The false belief that a random event is less or more likely to happen based on the results from a previous series of events
What is the equation for observed value (common across sum/mean of draws?)
Observed value = expected value + chance error
What is the equation for expected value for the sum of draws?
number of draws x mean of box
n x mean
What is the equation for standard error for the sum of draws?
Sqrt(number of draws) x SD of box
sqrt (n) x SD
What is the equation for expected value for the mean of draws?
mean of the box
mean
What is the equation for standard error for the mean of draws?
sd of box / sqrt(number of draws)
SD / sqrt (n)
Do we use sample or population to calculate sd of a box?
We use popsd or population because the box represents a population, thus the sd of the whole box is the sd of the population
What is the shortcut SD calculation for binary boxes (2 options)
SD = (big score - small score) x sqrt(proportion of big x proportion of small)
where proportions is the probability of it occurring
Can the normal curve be used with the box model?
For large number of draws / sample size from the box, the observed value of the sum / mean often follows the normal curve
We can model the sum/mean of the normal given the EV and SE of a box model
How do we calculate the mean of the normal curve using box model?
EV of sum or mean = mean of normal curve
How do we calculate the SD of the normal curve using box model?
SE of sum or mean = SD of normal curve
What trick can we use if we are just interested in 1 particular ‘ticket’ in the box?
We can set it so the two options are getting a ticket or not, where 1 is the ticket that we want or 0 is the ticket we dont want
I.e. toss a dice 100 times, count no. of 6’s.

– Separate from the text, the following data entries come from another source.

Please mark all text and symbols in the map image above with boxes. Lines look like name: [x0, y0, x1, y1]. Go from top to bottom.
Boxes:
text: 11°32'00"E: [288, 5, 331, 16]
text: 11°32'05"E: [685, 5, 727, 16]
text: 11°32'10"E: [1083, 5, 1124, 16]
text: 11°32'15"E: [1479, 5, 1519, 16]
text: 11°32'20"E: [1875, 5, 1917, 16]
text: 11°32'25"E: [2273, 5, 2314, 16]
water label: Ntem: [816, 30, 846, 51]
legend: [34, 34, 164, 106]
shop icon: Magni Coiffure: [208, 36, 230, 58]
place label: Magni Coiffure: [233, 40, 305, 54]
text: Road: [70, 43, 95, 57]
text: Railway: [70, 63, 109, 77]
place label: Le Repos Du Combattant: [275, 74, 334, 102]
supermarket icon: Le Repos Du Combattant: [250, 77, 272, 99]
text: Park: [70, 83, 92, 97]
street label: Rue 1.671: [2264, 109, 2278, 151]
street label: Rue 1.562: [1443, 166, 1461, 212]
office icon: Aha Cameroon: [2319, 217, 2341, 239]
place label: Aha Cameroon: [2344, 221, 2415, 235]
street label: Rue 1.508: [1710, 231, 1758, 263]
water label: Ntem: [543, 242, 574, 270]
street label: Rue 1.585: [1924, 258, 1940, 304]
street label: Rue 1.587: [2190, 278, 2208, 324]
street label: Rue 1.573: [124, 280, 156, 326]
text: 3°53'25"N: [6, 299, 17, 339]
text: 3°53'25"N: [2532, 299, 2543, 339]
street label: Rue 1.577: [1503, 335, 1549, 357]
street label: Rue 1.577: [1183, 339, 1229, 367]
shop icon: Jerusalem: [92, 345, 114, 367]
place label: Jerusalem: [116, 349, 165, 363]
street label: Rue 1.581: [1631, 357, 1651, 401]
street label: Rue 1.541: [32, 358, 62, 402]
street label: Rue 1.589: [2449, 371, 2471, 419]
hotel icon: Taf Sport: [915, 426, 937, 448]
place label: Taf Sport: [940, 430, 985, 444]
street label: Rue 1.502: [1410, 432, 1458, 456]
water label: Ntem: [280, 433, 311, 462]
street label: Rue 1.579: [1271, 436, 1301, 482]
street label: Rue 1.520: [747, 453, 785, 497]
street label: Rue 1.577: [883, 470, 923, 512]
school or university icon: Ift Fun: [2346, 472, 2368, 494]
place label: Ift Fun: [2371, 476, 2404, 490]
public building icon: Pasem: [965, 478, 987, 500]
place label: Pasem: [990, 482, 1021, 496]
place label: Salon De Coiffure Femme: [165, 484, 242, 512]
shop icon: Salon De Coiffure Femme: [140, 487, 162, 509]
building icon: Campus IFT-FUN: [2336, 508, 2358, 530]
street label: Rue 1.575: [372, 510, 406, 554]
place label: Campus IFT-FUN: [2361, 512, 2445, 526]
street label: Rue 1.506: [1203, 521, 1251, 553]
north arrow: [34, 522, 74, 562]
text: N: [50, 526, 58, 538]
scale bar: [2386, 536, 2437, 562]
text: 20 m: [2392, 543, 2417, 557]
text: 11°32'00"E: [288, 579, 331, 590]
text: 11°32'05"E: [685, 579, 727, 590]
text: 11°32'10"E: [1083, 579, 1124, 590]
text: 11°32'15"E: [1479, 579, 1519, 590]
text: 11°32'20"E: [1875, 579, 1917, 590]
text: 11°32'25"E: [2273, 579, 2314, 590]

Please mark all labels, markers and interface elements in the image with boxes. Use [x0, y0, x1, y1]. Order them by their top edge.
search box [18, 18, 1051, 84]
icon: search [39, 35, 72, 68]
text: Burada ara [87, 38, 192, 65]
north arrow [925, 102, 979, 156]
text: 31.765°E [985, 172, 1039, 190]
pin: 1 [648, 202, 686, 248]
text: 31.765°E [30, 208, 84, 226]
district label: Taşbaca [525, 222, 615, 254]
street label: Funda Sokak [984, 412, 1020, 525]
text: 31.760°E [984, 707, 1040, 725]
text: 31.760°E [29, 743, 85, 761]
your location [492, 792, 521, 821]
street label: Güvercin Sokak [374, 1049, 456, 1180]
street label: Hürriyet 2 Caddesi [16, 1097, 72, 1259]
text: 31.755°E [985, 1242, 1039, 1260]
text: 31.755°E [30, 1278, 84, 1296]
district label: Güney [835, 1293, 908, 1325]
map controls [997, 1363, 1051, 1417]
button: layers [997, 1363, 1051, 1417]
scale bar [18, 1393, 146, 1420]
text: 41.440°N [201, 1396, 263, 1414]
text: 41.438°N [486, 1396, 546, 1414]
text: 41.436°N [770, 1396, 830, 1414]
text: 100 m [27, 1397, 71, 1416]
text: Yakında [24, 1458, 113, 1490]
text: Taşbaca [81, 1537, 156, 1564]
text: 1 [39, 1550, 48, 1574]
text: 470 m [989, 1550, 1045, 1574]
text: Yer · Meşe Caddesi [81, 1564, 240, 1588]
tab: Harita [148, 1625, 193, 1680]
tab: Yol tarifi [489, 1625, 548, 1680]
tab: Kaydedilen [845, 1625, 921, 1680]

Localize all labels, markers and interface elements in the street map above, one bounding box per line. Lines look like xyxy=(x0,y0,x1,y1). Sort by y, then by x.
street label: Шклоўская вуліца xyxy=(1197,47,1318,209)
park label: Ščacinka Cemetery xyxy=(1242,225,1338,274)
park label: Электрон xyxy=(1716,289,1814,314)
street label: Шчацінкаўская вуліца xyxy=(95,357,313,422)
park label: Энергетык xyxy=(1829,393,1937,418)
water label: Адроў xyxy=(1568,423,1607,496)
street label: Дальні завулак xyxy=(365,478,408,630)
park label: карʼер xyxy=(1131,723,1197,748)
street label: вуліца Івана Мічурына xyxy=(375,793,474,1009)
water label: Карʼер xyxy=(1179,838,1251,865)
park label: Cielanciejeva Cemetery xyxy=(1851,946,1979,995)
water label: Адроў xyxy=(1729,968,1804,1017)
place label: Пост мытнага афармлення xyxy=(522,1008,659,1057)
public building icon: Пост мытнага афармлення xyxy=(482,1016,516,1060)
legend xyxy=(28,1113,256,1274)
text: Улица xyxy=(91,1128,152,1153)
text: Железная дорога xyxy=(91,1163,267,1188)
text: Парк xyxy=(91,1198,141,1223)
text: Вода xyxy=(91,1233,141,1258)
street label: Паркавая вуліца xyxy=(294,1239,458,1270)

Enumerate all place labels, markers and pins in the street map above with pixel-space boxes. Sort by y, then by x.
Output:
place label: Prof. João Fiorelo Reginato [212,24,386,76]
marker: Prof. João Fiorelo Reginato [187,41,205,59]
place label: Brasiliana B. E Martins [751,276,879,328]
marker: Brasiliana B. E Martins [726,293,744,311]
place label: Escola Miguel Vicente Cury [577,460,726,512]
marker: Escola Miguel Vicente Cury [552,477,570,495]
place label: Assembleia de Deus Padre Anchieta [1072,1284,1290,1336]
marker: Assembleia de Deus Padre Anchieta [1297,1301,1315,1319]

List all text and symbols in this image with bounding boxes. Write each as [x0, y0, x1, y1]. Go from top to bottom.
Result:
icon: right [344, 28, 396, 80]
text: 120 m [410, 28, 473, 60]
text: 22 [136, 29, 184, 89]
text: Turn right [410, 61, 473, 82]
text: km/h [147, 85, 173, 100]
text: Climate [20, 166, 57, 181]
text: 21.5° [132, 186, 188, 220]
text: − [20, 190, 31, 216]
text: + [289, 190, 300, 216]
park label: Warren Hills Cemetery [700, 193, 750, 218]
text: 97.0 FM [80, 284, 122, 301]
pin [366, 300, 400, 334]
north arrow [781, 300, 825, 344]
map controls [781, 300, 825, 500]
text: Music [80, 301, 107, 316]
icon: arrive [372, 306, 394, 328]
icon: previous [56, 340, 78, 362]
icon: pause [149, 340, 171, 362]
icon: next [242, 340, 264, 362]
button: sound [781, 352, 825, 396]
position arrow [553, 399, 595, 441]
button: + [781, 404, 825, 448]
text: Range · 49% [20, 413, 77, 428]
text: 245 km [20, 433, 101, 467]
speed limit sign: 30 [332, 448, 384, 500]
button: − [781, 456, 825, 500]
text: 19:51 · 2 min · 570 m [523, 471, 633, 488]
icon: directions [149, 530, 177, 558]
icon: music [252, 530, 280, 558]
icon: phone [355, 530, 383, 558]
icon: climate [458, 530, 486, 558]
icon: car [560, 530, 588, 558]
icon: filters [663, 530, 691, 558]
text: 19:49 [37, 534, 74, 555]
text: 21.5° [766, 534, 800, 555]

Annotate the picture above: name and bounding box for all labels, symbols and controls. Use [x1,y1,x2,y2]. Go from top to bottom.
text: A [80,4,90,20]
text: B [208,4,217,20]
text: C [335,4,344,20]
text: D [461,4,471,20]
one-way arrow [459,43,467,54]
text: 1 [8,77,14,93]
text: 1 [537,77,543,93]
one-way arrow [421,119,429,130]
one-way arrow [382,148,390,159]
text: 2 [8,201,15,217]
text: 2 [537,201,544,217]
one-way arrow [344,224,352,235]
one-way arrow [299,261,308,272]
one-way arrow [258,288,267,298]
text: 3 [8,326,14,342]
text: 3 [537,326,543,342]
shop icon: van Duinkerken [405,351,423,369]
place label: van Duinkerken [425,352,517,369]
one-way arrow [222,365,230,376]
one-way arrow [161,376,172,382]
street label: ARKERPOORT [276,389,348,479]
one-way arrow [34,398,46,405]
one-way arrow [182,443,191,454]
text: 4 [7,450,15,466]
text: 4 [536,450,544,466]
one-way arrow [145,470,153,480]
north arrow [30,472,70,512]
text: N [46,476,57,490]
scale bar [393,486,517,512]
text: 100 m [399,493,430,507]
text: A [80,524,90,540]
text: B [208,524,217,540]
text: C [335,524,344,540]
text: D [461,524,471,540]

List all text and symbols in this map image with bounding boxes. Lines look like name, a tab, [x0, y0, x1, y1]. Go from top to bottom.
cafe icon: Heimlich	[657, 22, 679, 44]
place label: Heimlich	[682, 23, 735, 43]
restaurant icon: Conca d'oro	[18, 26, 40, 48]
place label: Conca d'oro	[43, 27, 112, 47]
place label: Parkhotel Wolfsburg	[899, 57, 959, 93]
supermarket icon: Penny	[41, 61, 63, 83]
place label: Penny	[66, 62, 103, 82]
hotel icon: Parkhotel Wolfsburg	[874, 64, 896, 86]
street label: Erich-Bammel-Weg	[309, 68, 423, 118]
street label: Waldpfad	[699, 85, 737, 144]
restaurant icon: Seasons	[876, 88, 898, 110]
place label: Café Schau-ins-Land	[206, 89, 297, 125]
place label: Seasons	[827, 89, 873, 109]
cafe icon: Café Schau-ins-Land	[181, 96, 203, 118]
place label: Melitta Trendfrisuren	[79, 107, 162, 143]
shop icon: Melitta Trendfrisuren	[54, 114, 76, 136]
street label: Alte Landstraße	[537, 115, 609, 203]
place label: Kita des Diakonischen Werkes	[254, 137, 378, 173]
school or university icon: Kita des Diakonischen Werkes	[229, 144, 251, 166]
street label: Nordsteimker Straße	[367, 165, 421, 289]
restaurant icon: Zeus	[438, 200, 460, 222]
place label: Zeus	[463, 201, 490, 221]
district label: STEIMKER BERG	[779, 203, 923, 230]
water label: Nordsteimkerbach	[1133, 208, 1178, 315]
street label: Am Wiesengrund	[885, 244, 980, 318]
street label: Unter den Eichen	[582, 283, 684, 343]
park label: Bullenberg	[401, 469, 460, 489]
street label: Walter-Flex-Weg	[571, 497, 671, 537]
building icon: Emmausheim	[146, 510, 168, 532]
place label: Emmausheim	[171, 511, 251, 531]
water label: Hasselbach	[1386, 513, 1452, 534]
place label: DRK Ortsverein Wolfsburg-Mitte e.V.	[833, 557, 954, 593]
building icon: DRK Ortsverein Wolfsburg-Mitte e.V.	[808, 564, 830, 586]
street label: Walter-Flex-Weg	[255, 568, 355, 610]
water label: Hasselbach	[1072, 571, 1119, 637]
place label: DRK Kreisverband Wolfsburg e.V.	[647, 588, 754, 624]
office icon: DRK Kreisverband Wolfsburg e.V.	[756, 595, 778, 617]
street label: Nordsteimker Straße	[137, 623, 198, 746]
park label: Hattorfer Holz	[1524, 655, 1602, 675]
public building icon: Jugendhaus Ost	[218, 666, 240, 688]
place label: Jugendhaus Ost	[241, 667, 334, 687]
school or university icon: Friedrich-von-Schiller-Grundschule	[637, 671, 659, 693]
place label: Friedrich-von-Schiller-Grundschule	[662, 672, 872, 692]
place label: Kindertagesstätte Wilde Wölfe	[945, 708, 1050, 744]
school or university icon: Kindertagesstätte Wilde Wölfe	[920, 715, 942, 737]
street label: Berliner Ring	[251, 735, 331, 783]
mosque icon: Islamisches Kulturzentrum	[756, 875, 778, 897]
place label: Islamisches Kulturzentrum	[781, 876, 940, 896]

The box would have a 1 (representing “6”) and 5 x 0’s (representing “non 6’s”)
What are the 3 types of histograms?
Data histogram
Probability histogram
Simulation (empirical) histogram
What is a data histogram
Representes data by area
What is a probability histogram
Represents chance by area
Probability histogram is normal (i think)
What is a simulation (empirical) histogram?
Conveys in shape to the probability histogram
Represents chance by area for a simulation of the chance process
As there are more replicates, the sample data / simulation histogram becomes more normal –> converges to the probability histogram
What is the central limit theorem?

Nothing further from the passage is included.